Kritik
''Nina Wolf verkörpert die namenlos bleibende Erzählerin mädchenhaft und zerbrechlich in kurzer Jeans und im roten, armfreien Pullover. Ihre Figur lässt emotional eigene Gedankenwelten laut kreisen. Sie fragt sich, wo der Auslöser ihrer Krise gewesen sein könnte und warum sie sich in dieser Situation befindet. Sie widmet sich gedanklich den Unsicherheiten des Lebens, sinniert über das Altern und stellt sich existentiellen Verlusterfahrungen. Eine starke Szene ist es, wenn sie die mögliche Selbstlosigkeit ihrer Großmütter beklagt. Eine Großmutter habe über sie gesagt, sie sei kompliziert und benötige noch viel Zeit für sich selbst. Ihre Schwester sei dagegen „einfach“. Die junge Frau überlegt, ob das echtes Bedauern war, oder gar ein verstecktes Kompliment?

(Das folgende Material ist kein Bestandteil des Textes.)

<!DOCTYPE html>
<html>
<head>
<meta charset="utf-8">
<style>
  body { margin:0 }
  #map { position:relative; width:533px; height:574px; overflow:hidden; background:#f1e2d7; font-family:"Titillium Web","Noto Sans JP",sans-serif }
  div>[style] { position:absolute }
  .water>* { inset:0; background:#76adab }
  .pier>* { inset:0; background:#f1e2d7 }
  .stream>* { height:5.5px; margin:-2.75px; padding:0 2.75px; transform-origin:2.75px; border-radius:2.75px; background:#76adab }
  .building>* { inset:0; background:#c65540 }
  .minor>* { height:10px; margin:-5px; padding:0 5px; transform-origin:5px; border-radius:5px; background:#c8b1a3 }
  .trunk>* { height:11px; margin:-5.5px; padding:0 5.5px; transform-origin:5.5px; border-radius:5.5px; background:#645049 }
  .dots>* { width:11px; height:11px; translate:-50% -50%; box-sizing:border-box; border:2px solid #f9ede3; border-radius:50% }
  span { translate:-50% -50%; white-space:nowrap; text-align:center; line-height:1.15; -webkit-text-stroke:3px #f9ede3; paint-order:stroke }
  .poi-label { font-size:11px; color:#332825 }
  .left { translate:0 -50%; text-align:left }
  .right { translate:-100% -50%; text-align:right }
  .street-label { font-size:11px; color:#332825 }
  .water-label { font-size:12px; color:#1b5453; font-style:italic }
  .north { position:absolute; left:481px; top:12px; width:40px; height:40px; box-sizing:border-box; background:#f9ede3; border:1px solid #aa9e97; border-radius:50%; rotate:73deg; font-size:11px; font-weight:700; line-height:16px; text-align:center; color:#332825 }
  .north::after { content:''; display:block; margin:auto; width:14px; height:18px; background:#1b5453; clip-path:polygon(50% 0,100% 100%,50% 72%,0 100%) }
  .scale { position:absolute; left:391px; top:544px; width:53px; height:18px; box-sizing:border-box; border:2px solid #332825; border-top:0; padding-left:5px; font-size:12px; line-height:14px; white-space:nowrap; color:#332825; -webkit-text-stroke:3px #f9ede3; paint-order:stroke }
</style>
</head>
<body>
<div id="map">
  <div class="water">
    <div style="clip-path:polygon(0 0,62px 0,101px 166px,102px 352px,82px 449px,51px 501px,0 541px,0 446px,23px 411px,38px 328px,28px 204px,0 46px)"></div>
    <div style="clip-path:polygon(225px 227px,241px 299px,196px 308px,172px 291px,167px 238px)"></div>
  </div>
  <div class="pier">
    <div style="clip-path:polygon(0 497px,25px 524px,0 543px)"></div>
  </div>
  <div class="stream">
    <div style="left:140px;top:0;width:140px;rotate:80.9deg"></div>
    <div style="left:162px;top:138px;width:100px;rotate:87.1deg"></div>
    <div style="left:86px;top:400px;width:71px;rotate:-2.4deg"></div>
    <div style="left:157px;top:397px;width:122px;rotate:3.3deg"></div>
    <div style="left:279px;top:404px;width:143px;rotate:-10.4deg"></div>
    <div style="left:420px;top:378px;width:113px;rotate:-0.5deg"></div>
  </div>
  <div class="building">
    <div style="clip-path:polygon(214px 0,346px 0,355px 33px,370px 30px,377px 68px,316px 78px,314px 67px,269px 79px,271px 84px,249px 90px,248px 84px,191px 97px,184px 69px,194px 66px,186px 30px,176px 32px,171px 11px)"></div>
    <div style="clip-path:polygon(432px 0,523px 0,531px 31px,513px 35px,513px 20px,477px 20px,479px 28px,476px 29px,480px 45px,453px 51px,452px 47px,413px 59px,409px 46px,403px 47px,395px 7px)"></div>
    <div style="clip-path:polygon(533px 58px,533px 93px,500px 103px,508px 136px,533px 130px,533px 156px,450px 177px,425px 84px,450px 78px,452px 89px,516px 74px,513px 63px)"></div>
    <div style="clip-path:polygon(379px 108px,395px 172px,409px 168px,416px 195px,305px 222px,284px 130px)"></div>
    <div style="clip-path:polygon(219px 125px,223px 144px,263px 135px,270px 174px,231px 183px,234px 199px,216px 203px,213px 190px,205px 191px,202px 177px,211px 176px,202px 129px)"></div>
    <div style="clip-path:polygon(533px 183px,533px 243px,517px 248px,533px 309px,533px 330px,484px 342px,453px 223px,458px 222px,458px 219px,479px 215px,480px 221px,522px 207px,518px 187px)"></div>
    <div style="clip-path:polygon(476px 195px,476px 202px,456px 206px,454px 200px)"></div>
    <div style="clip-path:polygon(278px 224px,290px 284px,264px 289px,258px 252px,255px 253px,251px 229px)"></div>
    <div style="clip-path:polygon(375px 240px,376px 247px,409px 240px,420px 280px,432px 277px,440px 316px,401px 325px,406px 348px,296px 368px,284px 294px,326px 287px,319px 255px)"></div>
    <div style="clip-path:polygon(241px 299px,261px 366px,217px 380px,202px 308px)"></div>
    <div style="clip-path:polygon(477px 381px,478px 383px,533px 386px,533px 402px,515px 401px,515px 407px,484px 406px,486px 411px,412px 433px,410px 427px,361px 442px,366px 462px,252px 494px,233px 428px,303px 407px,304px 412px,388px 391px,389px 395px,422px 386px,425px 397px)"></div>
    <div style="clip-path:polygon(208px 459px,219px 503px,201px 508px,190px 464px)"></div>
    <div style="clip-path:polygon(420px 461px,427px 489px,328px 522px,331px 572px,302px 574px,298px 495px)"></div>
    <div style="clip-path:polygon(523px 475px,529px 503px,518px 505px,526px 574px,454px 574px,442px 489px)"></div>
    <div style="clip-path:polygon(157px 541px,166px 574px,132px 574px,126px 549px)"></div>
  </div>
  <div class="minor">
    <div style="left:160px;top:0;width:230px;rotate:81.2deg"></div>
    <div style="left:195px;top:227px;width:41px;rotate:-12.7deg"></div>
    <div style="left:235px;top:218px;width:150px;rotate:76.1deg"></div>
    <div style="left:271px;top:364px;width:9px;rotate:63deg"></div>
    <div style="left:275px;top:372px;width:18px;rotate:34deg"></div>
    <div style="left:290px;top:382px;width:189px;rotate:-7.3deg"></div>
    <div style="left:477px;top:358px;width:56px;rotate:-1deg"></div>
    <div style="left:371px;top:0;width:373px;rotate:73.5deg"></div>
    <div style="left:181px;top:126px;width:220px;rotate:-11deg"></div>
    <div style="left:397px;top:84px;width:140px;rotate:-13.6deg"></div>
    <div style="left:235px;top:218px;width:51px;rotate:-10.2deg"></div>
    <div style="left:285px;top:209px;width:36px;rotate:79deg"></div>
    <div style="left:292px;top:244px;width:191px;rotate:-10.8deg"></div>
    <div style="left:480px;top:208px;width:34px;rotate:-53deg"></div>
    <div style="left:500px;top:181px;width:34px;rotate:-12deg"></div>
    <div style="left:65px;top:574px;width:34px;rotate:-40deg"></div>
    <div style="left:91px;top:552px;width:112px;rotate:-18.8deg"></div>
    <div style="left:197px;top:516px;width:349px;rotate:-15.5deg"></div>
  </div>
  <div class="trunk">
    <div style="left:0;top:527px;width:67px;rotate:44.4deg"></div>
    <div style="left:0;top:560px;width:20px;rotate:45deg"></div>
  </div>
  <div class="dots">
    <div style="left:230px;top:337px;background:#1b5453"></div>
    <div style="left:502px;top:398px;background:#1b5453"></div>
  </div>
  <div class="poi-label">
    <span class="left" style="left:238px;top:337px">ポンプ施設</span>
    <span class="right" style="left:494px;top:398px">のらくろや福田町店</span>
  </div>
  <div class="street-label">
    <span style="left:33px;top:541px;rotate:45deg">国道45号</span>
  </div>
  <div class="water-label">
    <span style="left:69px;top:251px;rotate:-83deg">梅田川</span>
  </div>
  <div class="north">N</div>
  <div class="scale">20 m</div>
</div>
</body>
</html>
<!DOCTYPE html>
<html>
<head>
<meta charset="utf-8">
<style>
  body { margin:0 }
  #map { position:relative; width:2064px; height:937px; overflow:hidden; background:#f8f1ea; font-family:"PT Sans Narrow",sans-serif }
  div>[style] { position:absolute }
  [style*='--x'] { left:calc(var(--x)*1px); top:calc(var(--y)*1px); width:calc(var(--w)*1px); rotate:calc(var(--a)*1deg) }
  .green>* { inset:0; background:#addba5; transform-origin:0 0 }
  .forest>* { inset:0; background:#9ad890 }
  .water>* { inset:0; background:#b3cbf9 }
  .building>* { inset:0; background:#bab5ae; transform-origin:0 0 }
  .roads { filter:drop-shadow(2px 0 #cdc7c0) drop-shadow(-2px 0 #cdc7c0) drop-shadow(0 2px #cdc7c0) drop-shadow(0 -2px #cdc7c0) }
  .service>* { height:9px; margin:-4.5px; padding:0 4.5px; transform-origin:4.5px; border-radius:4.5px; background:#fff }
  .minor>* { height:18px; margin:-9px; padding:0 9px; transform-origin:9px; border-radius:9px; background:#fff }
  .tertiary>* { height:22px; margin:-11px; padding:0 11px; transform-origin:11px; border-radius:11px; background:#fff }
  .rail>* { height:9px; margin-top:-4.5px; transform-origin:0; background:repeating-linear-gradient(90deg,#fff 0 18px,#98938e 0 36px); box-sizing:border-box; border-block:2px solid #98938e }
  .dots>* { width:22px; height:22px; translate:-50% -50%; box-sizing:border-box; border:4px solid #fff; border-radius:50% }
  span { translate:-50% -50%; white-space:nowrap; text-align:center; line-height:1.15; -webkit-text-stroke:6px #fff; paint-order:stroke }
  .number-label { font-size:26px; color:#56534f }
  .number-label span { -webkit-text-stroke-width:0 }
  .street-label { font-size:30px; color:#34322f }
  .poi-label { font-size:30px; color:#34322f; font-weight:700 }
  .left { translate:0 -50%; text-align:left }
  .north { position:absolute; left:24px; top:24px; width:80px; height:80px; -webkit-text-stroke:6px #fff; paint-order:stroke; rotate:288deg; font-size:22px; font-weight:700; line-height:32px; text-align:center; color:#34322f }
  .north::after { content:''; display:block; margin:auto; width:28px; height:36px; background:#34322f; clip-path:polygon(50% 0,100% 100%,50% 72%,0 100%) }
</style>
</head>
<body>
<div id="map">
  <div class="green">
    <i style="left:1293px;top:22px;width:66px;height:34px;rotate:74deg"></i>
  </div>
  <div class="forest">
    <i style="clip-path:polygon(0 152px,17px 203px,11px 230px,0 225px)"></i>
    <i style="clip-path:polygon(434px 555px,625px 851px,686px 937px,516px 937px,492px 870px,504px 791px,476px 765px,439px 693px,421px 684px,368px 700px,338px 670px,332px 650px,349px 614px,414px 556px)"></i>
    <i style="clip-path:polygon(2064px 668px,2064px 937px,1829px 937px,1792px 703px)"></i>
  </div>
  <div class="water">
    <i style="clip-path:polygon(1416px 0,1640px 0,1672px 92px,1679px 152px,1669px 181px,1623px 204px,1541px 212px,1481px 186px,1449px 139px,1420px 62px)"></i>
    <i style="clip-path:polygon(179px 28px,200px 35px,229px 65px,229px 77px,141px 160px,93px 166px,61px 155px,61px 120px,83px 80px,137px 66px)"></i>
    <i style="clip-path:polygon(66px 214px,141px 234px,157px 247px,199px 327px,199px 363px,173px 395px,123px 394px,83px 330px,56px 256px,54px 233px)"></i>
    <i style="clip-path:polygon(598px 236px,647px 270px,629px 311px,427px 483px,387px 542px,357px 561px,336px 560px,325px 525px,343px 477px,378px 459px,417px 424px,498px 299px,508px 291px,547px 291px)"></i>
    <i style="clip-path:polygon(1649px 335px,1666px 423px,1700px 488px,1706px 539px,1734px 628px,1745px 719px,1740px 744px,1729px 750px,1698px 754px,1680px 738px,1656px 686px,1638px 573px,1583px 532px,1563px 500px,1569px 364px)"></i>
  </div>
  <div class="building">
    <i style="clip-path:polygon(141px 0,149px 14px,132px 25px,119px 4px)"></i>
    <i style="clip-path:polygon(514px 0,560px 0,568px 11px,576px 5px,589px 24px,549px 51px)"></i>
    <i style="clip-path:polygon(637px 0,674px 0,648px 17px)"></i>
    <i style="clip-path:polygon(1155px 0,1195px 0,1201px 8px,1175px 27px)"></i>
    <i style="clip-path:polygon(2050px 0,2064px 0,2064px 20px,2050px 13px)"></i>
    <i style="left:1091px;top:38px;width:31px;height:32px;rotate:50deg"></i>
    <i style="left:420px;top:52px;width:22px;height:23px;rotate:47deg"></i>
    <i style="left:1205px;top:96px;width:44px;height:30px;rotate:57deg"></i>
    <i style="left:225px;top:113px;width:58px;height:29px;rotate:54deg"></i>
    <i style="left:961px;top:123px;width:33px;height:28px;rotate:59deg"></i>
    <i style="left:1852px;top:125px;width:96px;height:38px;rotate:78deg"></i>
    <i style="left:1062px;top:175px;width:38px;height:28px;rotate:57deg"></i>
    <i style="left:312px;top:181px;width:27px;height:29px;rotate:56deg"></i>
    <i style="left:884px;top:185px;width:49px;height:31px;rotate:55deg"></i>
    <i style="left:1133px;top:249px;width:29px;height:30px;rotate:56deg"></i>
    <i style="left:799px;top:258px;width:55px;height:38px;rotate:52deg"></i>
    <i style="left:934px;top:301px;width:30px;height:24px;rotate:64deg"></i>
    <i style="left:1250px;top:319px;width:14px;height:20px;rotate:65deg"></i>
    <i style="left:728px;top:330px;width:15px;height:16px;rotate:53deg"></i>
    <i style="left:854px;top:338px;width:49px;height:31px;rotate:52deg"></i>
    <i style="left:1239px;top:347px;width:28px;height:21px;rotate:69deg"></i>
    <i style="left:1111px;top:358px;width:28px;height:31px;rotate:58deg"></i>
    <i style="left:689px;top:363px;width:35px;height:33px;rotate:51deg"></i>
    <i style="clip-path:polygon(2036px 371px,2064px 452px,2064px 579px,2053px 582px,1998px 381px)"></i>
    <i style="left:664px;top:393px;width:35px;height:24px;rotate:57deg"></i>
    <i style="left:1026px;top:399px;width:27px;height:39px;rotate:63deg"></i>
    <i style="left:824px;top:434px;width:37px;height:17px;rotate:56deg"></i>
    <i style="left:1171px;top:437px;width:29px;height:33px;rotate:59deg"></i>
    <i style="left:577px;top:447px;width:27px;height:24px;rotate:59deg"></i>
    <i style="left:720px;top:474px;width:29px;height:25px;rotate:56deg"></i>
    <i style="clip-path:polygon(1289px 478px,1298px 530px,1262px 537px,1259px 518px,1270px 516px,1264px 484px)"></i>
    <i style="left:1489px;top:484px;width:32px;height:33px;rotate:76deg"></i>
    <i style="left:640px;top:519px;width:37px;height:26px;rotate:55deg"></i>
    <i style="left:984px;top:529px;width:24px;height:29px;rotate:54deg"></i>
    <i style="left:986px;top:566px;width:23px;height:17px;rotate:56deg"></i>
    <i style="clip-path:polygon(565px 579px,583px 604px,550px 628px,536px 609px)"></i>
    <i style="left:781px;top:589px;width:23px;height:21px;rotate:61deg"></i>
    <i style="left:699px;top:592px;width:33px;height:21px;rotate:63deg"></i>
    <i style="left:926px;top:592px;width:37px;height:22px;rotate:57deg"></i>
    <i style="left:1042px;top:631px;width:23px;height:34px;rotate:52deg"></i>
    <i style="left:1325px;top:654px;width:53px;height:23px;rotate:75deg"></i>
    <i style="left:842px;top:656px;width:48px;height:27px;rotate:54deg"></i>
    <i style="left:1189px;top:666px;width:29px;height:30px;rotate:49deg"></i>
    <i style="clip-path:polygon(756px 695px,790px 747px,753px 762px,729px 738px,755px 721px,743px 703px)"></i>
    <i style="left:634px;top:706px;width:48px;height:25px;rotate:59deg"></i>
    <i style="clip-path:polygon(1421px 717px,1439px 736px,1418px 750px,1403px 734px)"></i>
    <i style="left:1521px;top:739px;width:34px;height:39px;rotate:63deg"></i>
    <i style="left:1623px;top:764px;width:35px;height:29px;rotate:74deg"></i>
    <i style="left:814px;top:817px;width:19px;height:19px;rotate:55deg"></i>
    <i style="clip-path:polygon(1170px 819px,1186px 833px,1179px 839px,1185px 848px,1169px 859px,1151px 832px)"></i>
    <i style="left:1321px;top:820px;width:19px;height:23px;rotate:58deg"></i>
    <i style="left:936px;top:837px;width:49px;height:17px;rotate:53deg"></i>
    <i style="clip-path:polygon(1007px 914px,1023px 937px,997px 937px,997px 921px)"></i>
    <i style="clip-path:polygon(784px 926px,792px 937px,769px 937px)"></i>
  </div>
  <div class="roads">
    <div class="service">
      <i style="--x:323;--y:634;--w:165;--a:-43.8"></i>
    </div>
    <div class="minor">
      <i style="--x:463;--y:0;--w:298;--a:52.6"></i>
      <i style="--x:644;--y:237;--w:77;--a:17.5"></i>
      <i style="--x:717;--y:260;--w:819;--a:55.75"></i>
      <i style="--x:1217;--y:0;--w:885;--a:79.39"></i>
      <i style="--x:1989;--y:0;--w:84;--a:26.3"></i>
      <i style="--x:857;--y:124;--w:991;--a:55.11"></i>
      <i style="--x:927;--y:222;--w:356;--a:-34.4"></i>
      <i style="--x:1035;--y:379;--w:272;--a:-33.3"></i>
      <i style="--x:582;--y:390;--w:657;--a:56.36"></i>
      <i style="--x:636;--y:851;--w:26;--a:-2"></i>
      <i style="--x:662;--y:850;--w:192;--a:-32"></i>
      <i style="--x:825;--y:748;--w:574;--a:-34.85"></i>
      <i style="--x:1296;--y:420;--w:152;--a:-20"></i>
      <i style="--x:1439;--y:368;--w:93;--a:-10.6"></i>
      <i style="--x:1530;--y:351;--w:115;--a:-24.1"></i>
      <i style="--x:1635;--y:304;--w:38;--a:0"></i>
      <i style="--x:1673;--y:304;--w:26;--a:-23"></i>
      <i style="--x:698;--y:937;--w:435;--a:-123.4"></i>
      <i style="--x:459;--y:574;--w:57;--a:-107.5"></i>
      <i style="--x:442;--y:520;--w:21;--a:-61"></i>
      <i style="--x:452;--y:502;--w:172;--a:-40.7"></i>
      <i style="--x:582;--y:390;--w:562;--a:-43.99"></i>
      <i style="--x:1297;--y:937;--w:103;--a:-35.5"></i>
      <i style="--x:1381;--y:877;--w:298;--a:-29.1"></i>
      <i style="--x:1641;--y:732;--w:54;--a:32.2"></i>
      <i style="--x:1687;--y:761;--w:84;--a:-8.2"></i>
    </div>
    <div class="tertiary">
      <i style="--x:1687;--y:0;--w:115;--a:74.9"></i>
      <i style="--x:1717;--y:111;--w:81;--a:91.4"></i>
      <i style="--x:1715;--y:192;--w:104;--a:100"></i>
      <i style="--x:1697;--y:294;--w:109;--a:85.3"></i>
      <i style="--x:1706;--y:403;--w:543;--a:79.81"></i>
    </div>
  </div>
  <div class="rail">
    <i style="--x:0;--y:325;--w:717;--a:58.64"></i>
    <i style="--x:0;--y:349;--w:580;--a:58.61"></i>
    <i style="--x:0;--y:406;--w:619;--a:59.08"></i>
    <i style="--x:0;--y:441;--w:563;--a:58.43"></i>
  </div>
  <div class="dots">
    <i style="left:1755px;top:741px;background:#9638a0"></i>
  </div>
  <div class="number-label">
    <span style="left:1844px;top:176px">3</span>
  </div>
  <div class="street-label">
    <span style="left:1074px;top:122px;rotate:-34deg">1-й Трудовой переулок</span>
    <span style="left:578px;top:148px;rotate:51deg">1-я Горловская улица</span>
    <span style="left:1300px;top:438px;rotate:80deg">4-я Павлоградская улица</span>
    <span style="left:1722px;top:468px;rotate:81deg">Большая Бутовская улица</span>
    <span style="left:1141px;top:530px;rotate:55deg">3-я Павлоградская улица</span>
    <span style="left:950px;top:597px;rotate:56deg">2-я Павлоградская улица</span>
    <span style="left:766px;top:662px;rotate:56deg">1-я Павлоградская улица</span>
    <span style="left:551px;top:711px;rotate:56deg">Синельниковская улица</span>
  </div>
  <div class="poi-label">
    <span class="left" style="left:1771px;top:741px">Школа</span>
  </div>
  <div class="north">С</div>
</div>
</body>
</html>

Weniger sensibel und nachdenklich wirkt hingegen ihr eigenwilliger Begleiter und regelmäßig auftauchendes Gegenüber, der spielfreudige Hase - Sebastian Reiß verkörpert ihn mit großen Hasenohren und später einer Hasenmaske. Er turnt um die Protagonistin herum, flachst ausgelassen. Er bietet der Ich-Erzählerin einen Lolli an und genehmigt sich selbst einen. Prompt beißt er seinen Lutscher ab und muss kurz schlucken. Er lenkt die Protagonistin ab, indem er ihr auch einen Fisch an einer Angelschnur oder ein Fernrohr reicht. Er konfrontiert sie dabei mitunter auch frech mit einer Sinnlosigkeit ihrer Reflexionen.
Über weite Strecken trägt Nina Wolf die Aufführung, wenn sie ihre Erzählerin sinnlich gestaltet und mal ebenso stimmungsvoll wie traurig ihren Kopf in einen Blumenkasten ablegt. Sie ergeht sich dabei in einem Strudel an Erinnerungen. Die textflächenartige Reise durch eine familiäre Vergangenheit ist von der Liebe zu den Großmüttern geprägt. Weniger spannend wird es, wenn die Erzählerin ihre Aufmerksamkeit liebevoll alleine dem Hasen zuwendet.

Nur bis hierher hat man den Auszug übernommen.